Before her passing, she left much of her correspondence and writings with the Vineland Historical and Antiquarian Society. On a recent afternoon, curator Patricia Martinelli laid out the several manila envelopes filled with documents that give a glimpse into Treat’s life.

“Someone needs to write a book about her,” she said.

Treat and her husband, Joseph, lived in various homes in Vineland, including on Sixth Street, Plum Street and Landis Avenue. After Joseph Treat died around 1878, Mary Treat moved to Park Avenue, where she had her own insect menagerie.

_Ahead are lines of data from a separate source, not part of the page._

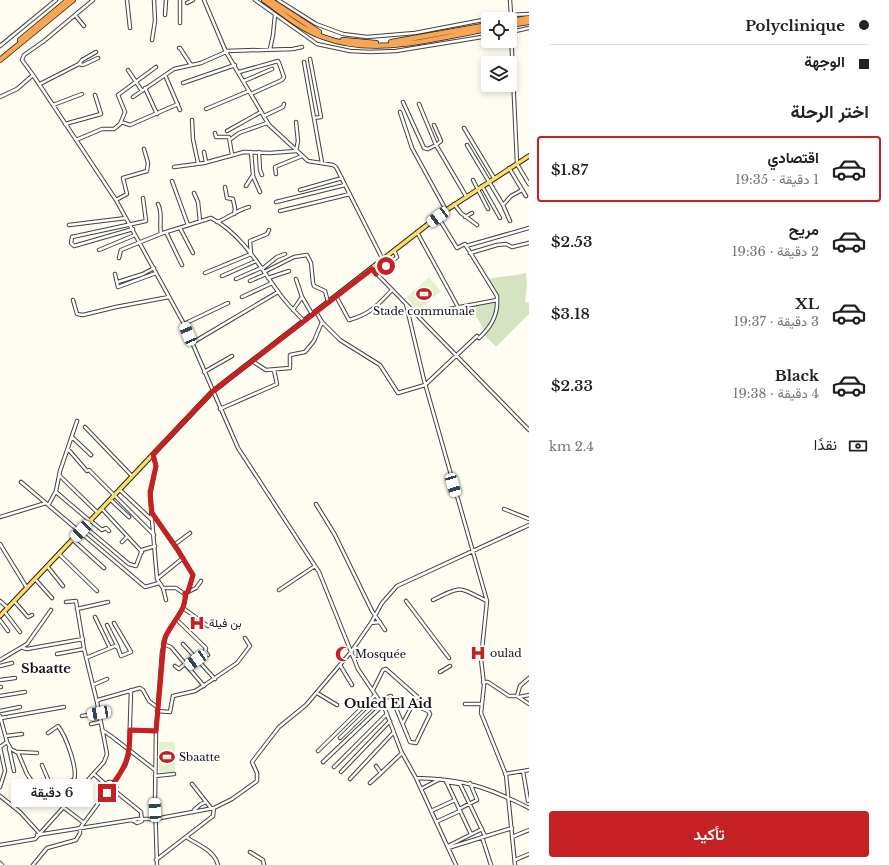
<!DOCTYPE html>
<html lang="ar">
<meta charset="utf-8">
<style>
body{margin:0;font-family:"Libre Baskerville",Vazirmatn,serif;background:#f6f6f6;color:#222;direction:rtl;height:100vh;display:flex;flex-direction:column;font-size:15px;white-space:nowrap}
*{box-sizing:border-box;margin:0}
p{font-size:13px;color:#767676}
.icon{flex:none;width:22px;height:22px;fill:none;stroke:currentColor;stroke-width:2;stroke-linecap:round;stroke-linejoin:round}
.map{position:relative;flex:1;overflow:hidden;direction:ltr}
.panel{display:flex;flex-direction:column;background:#fff;width:360px}
.panel>*{flex:none}
.hud{display:grid;align-content:center;height:88px;padding:0 20px;background:#fff}
.controls{position:absolute;left:481px;top:12px;display:grid;gap:8px}
.controls a{display:grid;place-items:center;width:36px;height:36px;border-radius:4px;background:#fff;box-shadow:0 2px 6px #0003;font-size:20px}
.end{position:absolute;width:18px;height:18px;margin:-9px;border:5px solid #c52122;background:#fff;box-shadow:0 0 0 2px #fff}
.from{border-radius:50%}
.bubble{position:absolute;height:28px;border-radius:4px;background:#fff;box-shadow:0 2px 6px #0003;font-size:13px;font-weight:600;line-height:28px;text-align:center;direction:rtl}
.car{position:absolute;width:12px;height:24px;margin:-12px -6px;border-radius:5px;box-shadow:0 0 3px 1px #0007;background:linear-gradient(#fff 24%,#345 0 40%,#fff 0 76%,#345 0 86%,#fff 0)}
.hud b{display:flex;align-items:center;gap:14px;height:38px;font-size:15px}
.hud b+b{border-top:1px solid #e0e0e0}
.hud i{width:10px;height:10px;background:#222}
ul{padding:0;list-style:none}
li{display:flex;align-items:center;gap:12px;height:66px;margin:0 8px 6px;padding:0 12px;border:2px solid transparent;border-radius:4px}
li div{flex:1}
li b{display:block;font-size:15px}
li em{font-style:normal;font-weight:600}
li.current{border-color:#c52122}
li>.icon{width:36px;height:36px;stroke-width:1.5}
h2{padding:0 20px;font-size:18px;line-height:48px}
.pay{display:flex;align-items:center;gap:10px;height:44px;padding:0 20px;font-size:15px}
.pay p{margin-inline-start:auto}
.button{display:flex;gap:8px;margin-top:auto;padding:8px 20px}
.button a{flex:1;height:46px;border-radius:4px;background:#c52122;color:#fff;font-size:16px;font-weight:600;line-height:46px;text-align:center}
main{display:flex;flex:1;min-height:0}
.map>svg:first-child{display:block}
.green{fill:#d1ebb8}
.cemetery{fill:#d6e3c0}
.pitch{fill:#e3f2cb}
.lines{fill:none;stroke-linecap:round;stroke-linejoin:round}
.minor-casing{stroke:#424242;stroke-width:4.5}
.major-casing{stroke:#202020;stroke-width:5.5}
.highway-casing{stroke:#202020;stroke-width:6}
.minor{stroke:#fff;stroke-width:2.5}
.major{stroke:#fdde63;stroke-width:3.5}
.highway{stroke:#f9a654;stroke-width:4.5}
.route{stroke:#c52122;stroke-width:5}
.labels{text-anchor:middle;stroke-width:4;stroke-linejoin:round;paint-order:stroke}
.poi-label{font-size:11px;fill:#0f0f0f;stroke:#fff;text-anchor:start}
.quarter-label{font-size:13px;font-weight:bold;fill:#0f0f0f;stroke:#fff}
</style>
<main>
<section class="panel">
<div class="hud">
<b><i class="from"></i>Polyclinique</b>
<b><i></i>الوجهة</b>
</div>
<h2>اختر الرحلة</h2>
<ul>
<li class="current"><svg class="icon" aria-label="car" viewBox="0 0 24 24"><path d="M5 17H2v-5l4-1 3-4h7l3 4 3 1v5h-3M9 17h6M6 11h13"/><circle cx="7" cy="17" r="2"/><circle cx="17" cy="17" r="2"/></svg><div><b>اقتصادي</b><p>1 دقيقة · 19:35</p></div><em>$1.87</em></li>
<li><svg class="icon" aria-label="car" viewBox="0 0 24 24"><path d="M5 17H2v-5l4-1 3-4h7l3 4 3 1v5h-3M9 17h6M6 11h13"/><circle cx="7" cy="17" r="2"/><circle cx="17" cy="17" r="2"/></svg><div><b>مريح</b><p>2 دقيقة · 19:36</p></div><em>$2.53</em></li>
<li><svg class="icon" aria-label="car" viewBox="0 0 24 24"><path d="M5 17H2v-5l4-1 3-4h7l3 4 3 1v5h-3M9 17h6M6 11h13"/><circle cx="7" cy="17" r="2"/><circle cx="17" cy="17" r="2"/></svg><div><b>XL</b><p>3 دقيقة · 19:37</p></div><em>$3.18</em></li>
<li><svg class="icon" aria-label="car" viewBox="0 0 24 24"><path d="M5 17H2v-5l4-1 3-4h7l3 4 3 1v5h-3M9 17h6M6 11h13"/><circle cx="7" cy="17" r="2"/><circle cx="17" cy="17" r="2"/></svg><div><b>Black</b><p>4 دقيقة · 19:38</p></div><em>$2.33</em></li>
</ul>
<div class="pay"><svg class="icon" aria-label="cash" viewBox="0 0 24 24"><path d="M3 7h18v10H3z"/><circle cx="12" cy="12" r="2"/></svg>نقدًا<p>2.4 km</p></div>
<div class="button"><a>تأكيد</a></div>
</section>
<div class="map">
<svg width="529" height="865" viewBox="0 0 529 865">
<rect width="100%" height="100%" fill="#fffdf1"/>
<path class="green" d="M105 787a5 5 0 1 1 10 0a5 5 0 1 1-10 0Z"/>
<path class="cemetery" d="M 526,273 L 527,285 L 525,302 L 529,303 L 529,314 L 496,347 L 482,332 L 484,330 L 474,312 L 467,313 L 466,307 L 498,302 L 498,296 L 488,279 C 501,276 513,276 526,273 Z"/>
<path class="pitch" d="M 429,277 L 441,291 L 418,311 L 407,297 Z
M 159,742 L 175,742 L 175,772 L 159,772 Z"/>
<g class="lines">
<defs>
<path id="minor" d="M 93,0 L 44,41 L 24,55 L 22,60 L 33,75 L 116,200 L 184,324 L 238,448 L 319,572 L 358,669 L 385,709 L 401,751 L 416,778 L 456,865
M 127,0 L 130,28
M 204,0 L 226,52 L 269,125 L 308,161 L 333,165 L 336,167 L 383,260
M 255,0 L 317,44 L 350,51 L 370,52 L 396,51 L 488,36
M 278,0 L 316,24 L 343,34 L 367,37 L 415,33 L 488,19
M 510,0 L 511,15 L 529,14
M 187,3 L 193,0
M 75,15 L 84,26
M 165,15 L 166,0
M 488,19 L 513,16
M 180,23 L 180,0
M 152,40 L 155,21 L 154,0
M 0,46 L 56,0
M 179,48 L 180,48 L 191,65
M 270,49 L 273,35 L 275,15
M 226,51 L 293,49 L 302,47
M 96,52 L 82,60 L 79,64 L 83,65 L 98,58
M 310,59 L 321,117 L 314,118 L 322,163
M 304,62 L 314,118
M 128,70 L 142,91
M 239,72 L 278,61 L 279,63 L 284,77 L 282,80 L 251,94
M 165,75 L 180,110
M 244,81 L 272,69
M 183,83 L 235,65
M 40,84 L 79,64
M 145,88 L 157,114
M 0,97 L 17,89 L 33,75
M 133,97 L 174,69 L 201,63 L 226,52
M 403,102 L 424,148 L 428,149 L 436,145 L 466,196
M 419,104 L 436,145 L 441,141 L 434,125
M 53,105 L 82,94
M 206,109 L 249,91
M 400,112 L 412,148 L 446,210
M 264,116 L 283,107 L 284,104
M 192,120 L 193,139 L 198,163
M 121,122 L 130,125 L 178,104
M 65,124 L 101,114 L 95,95
M 464,128 L 494,178
M 227,131 L 261,112
M 215,133 L 216,137 L 229,137 L 232,155
M 231,139 L 239,133 L 267,123
M 76,140 L 102,129 L 114,129 L 120,124 L 125,112 L 118,95 L 156,67
M 467,145 L 503,205 L 510,221
M 204,152 L 206,162
M 259,152 L 260,170 L 262,175
M 517,163 L 511,32 L 529,28
M 517,164 L 529,184
M 174,167 L 204,163 L 244,152 L 270,153 L 296,151 L 298,141 L 296,122
M 509,168 L 526,196
M 276,174 L 275,167 L 302,156
M 253,176 L 260,192
M 473,180 L 488,209
M 172,181 L 188,225
M 246,186 L 253,175 L 251,152
M 482,186 L 500,218
M 225,187 L 227,198 L 233,199 L 235,209 L 234,214
M 300,190 L 342,178
M 194,193 L 198,202 L 200,221
M 116,200 L 127,194 L 123,178 L 147,171 L 148,163 L 144,149
M 276,202 L 345,185
M 158,204 C 163,213 159,223 161,234
M 454,204 L 461,213 L 477,225
M 503,205 L 511,196 L 522,190
M 280,211 L 350,194
M 465,217 L 472,213
M 217,222 C 228,218 239,209 249,207
M 69,225 L 126,218
M 180,228 L 193,253
M 133,229 L 74,246 L 71,243 L 72,237 L 146,221 L 143,198
M 166,232 L 182,265
M 417,232 L 458,307
M 466,246 L 529,228
M 99,250 L 135,235
M 470,253 L 497,245 L 506,244 L 512,247 L 529,243
M 119,258 L 121,250 L 163,233 L 211,218 C 242,234 260,267 279,293 C 286,303 295,312 304,321
M 262,269 L 277,257 L 285,254
M 372,269 L 529,430
M 264,272 L 294,257 L 307,255 L 311,263 L 313,283 L 314,286 L 325,291 L 328,302
M 205,273 L 251,254 L 250,241 L 267,234 L 269,230
M 115,274 L 118,287 L 156,273
M 376,274 L 396,258 L 397,257 L 394,250
M 222,276 L 256,261
M 268,278 L 289,271
M 236,279 L 261,268
M 296,279 L 302,297
M 250,281 L 266,274
M 118,282 L 143,274 L 154,268
M 336,296 L 349,320 C 370,314 377,306 392,290
M 242,297 L 272,283
M 73,300 L 77,314 L 83,315 L 116,307 L 169,297
M 406,304 L 424,380 L 487,601 L 481,659 L 484,685 L 481,713 L 506,775 L 515,865
M 293,310 L 302,297 L 312,314
M 316,312 L 322,322 L 340,340 L 380,365 L 398,393 L 425,385 L 477,336
M 418,315 L 497,300 L 497,296 L 465,244 L 457,248 L 438,217
M 184,324 L 228,303
M 479,338 C 490,328 498,315 497,300
M 192,343 L 278,292
M 252,361 L 266,370 L 290,368 L 290,355 L 305,352 L 314,341 L 322,322
M 204,372 L 232,356
M 220,409 L 277,384 L 274,370
M 85,427 L 132,476
M 72,437 L 91,455
M 68,449 L 87,471 L 89,470 L 154,535
M 153,455 L 156,466 L 150,496 L 157,579 L 163,588 L 176,588 L 186,595 L 183,608 L 166,635 L 162,652 L 156,731 L 155,801 L 157,865
M 60,476 L 98,513
M 21,482 L 145,587 L 159,583
M 120,490 L 152,520
M 56,492 L 90,521
M 111,500 L 129,517
M 49,504 L 56,491 L 60,471 L 77,421
M 316,504 L 335,535 L 372,611 L 385,630
M 102,509 L 142,552
M 504,509 L 529,519
M 152,513 L 178,551 L 193,575 L 188,592
M 0,517 L 46,503
M 91,521 L 102,530 L 106,528 L 109,531
M 85,527 L 129,564 L 136,566 L 142,550 L 155,546
M 73,540 L 104,568
M 122,542 L 127,537
M 0,544 L 27,588
M 174,545 L 190,533
M 59,554 L 97,591
M 47,566 L 63,586
M 35,579 L 52,598
M 157,579 L 183,558
M 163,588 L 166,600
M 279,590 L 315,566
M 188,592 L 196,588 L 201,581
M 433,600 C 462,585 458,587 487,601
M 0,601 L 8,608
M 14,601 L 28,617 L 32,615
M 406,601 L 449,658
M 66,602 L 76,601 L 84,649 L 97,702
M 183,608 L 208,626
M 77,609 L 108,602
M 4,611 L 20,632
M 95,617 L 110,648
M 176,619 L 206,648 L 205,651 L 208,655
M 0,620 L 8,631
M 371,623 L 380,622
M 107,625 L 118,647
M 163,644 L 171,647 L 187,666 L 196,660
M 183,644 L 215,679
M 23,648 L 27,649 L 83,639
M 57,654 L 84,649
M 86,658 L 115,646 L 118,648 L 121,656 L 131,652 L 114,623
M 0,660 L 27,644 L 51,610
M 340,665 L 352,685
M 0,666 L 12,663
M 175,666 L 179,669 L 185,664
M 187,666 L 204,686
M 440,672 L 450,666
M 0,680 L 15,678
M 483,682 L 488,682 L 509,696 L 517,696 L 520,686 L 529,678
M 93,685 L 107,679
M 0,687 L 1,687
M 317,693 L 337,705
M 0,696 L 25,692
M 517,696 L 529,704
M 519,697 L 529,695
M 412,704 L 428,711
M 465,704 L 482,704
M 0,711 L 20,707
M 157,711 L 170,712 L 173,696 L 195,691 L 206,684 L 237,663 L 250,646 L 245,638
M 0,716 L 7,742 L 0,747
M 82,716 L 99,713
M 1,718 L 64,707
M 403,723 L 417,696
M 91,724 L 100,722
M 102,730 L 111,736 L 155,770
M 130,730 L 156,731
M 6,736 L 22,734
M 340,738 L 379,700 L 391,696 L 410,742 L 416,743 L 430,714 L 422,701 L 386,669 L 383,670 L 373,690
M 7,742 L 11,749 L 18,753 L 27,774 L 37,789 L 50,784 L 65,783 L 74,780 C 78,769 66,736 58,726 L 48,733
M 0,747 L 5,771 L 0,787
M 9,748 L 14,771
M 318,751 L 375,695
M 18,752 L 37,753
M 323,762 L 383,705
M 42,765 L 50,784
M 334,767 L 387,714
M 523,771 L 528,801
M 341,772 L 390,721
M 381,773 L 402,753
M 505,774 L 529,770
M 95,775 L 105,784
M 155,776 L 174,774
M 416,778 C 463,779 488,787 529,808
M 350,779 L 393,733
M 446,781 L 471,834
M104 788a6 6 0 1 1 12 0a6 6 0 1 1-12 0Z
M 446,782 L 460,784 L 485,836
M 113,783 L 125,766 L 129,754 L 131,690
M 370,783 L 381,773 L 376,766
M 192,784 L 211,808
M 421,789 L 440,779
M 115,791 L 141,812 L 142,821 L 137,823 L 132,820
M 29,792 L 37,789
M 0,796 L 20,812 L 40,834
M 63,807 L 84,823
M 459,809 L 477,800 L 470,783
M 194,810 L 201,804 L 206,802
M 431,811 L 455,800
M 436,822 L 460,811
M 37,835 L 138,819 L 155,819 L 214,808 L 232,799 L 257,781 L 257,773 L 252,762 L 279,727 L 306,705 L 351,652 L 371,623 L 382,603 L 397,586 L 529,525
M 186,837 C 198,845 214,850 218,865
M 482,837 L 491,865
M 512,837 L 529,830
M 0,845 L 35,839 L 104,762 L 107,754 L 97,702 L 98,700 L 140,688 L 143,690 L 149,701 L 157,707
M 448,846 L 482,829
M 448,848 L 512,828
M 250,852 L 263,860 L 264,865
M 156,860 L 213,816 L 214,808
M 515,860 L 529,854
M 0,863 L 2,865
M 33,865 L 47,848 L 76,840 L 80,833 L 80,828 L 106,793"/>
<path id="major" d="M 0,616 L 212,392 L 445,211 L 529,156"/>
<path id="highway" d="M 264,0 C 283,14 301,29 323,37 C 376,57 435,38 488,29
M 270,0 L 319,32
M 510,21 L 529,18
M 510,25 L 529,22
M 20,40 L 68,0
M 343,40 L 376,43
M 391,42 L 488,25
M 0,60 L 73,0"/>
</defs>
<use href="#minor" class="minor-casing"/>
<use href="#major" class="major-casing"/>
<use href="#highway" class="highway-casing"/>
<use href="#minor" class="minor"/>
<use href="#major" class="major"/>
<use href="#highway" class="highway"/>
</g>
<g class="lines">
<path class="route" d="M 107,793 L 112,794 L 116,787 L 114,783 C 127,764 130,754 130,730 L 156,731 L 164,641 C 168,625 188,611 185,593 L 188,592 L 193,575 L 178,550 L 152,513 L 150,492 L 156,466 L 153,454 L 212,392 L 372,269 L 376,274 L 386,266"/>
</g>
<defs>
<symbol id="stadium-bare" viewBox="-9 -9 18 18"><path d="M0-5a6.5 5 0 1 0 0 10a6.5 5 0 1 0 0-10ZM-3.5-1.8h7v3.6h-7Z" fill="#c52122" stroke="#fff" stroke-width="2.5" paint-order="stroke"/></symbol>
<symbol id="hospital-bare" viewBox="-9 -9 18 18"><path d="M-5-5h3v3.5h4V-5h3V5h-3V1.5h-4V5h-3Z" fill="#c52122" stroke="#fff" stroke-width="2.5" paint-order="stroke"/></symbol>
<symbol id="mosque-bare" viewBox="-9 -9 18 18"><path d="M3.5-4.9A6 6 0 1 0 3.5 4.9A5 5 0 1 1 3.5-4.9Z" fill="#c52122" stroke="#fff" stroke-width="2.5" paint-order="stroke"/></symbol>
</defs>
<g fill-rule="evenodd">
<use href="#stadium-bare" x="413" y="283" width="22" height="22"/>
<use href="#hospital-bare" x="186" y="612" width="22" height="22"/>
<use href="#hospital-bare" x="467" y="642" width="22" height="22"/>
<use href="#mosque-bare" x="332" y="643" width="22" height="22"/>
<use href="#stadium-bare" x="156" y="746" width="22" height="22"/>
</g>
<g class="labels">
<g class="poi-label">
<text x="424" y="315" text-anchor="middle">Stade communale</text>
<text x="209" y="627">بن فيلة</text>
<text x="490" y="657">oulad</text>
<text x="355" y="658">Mosquée</text>
<text x="179" y="761">Sbaatte</text>
</g>
<g class="quarter-label">
<text x="46" y="673">Sbaatte</text>
<text x="388" y="708">Ouled El Aid</text>
</g>
</g>
</svg>
<div class="controls">
<a><svg class="icon" aria-label="locate" viewBox="0 0 24 24"><circle cx="12" cy="12" r="6"/><path d="M12 2v4M12 18v4M2 12h4M18 12h4"/></svg></a>
<a><svg class="icon" aria-label="layers" viewBox="0 0 24 24"><path d="M12 4l9 5-9 5-9-5zM3 14l9 5 9-5"/></svg></a>
</div>
<i class="end from" style="left:386px;top:266px"></i>
<i class="end" style="left:107px;top:793px"></i>
<div class="bubble" style="left:11px;top:779px;width:82px">6 دقيقة</div>
<i class="car" style="left:438px;top:217px;rotate:233deg"></i>
<i class="car" style="left:188px;top:334px;rotate:337deg"></i>
<i class="car" style="left:453px;top:485px;rotate:163deg"></i>
<i class="car" style="left:81px;top:531px;rotate:224deg"></i>
<i class="car" style="left:196px;top:660px;rotate:235deg"></i>
<i class="car" style="left:99px;top:713px;rotate:261deg"></i>
<i class="car" style="left:155px;top:810px;rotate:357deg"></i>
</div>
</main>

In her backyard, in short trips to the pinelands and when vacationing during winters in Florida, she found enough material to publish extensively as a botanist, entomologist and ornithologist.

“A contemplation of Nature, her ways and works, large or small, far or near, in the heavens or on the earth, becomes a source of perennial pleasure, and a true lover of her gracious and unbounded revelations need not travel far in search of them,” she wrote in “Home Studies in Nature,” her most popular book, published in 1885.

Treat was a slight woman, about five feet tall and 110 pounds, and she was equally modest.

In 1913, the Public Ledger daily newspaper in Philadelphia published a profile of Treat, calling her the “World’s Most Famous and Industrious Woman Naturalist,” while also stating that few people in Vineland were aware of her renown.

Treat’s impact is still evident today in the Latin names of species she discovered. In 1886, a species of ant was named Aphaenogaster treatae in her honor. A variety of zephyr lily was also named after her.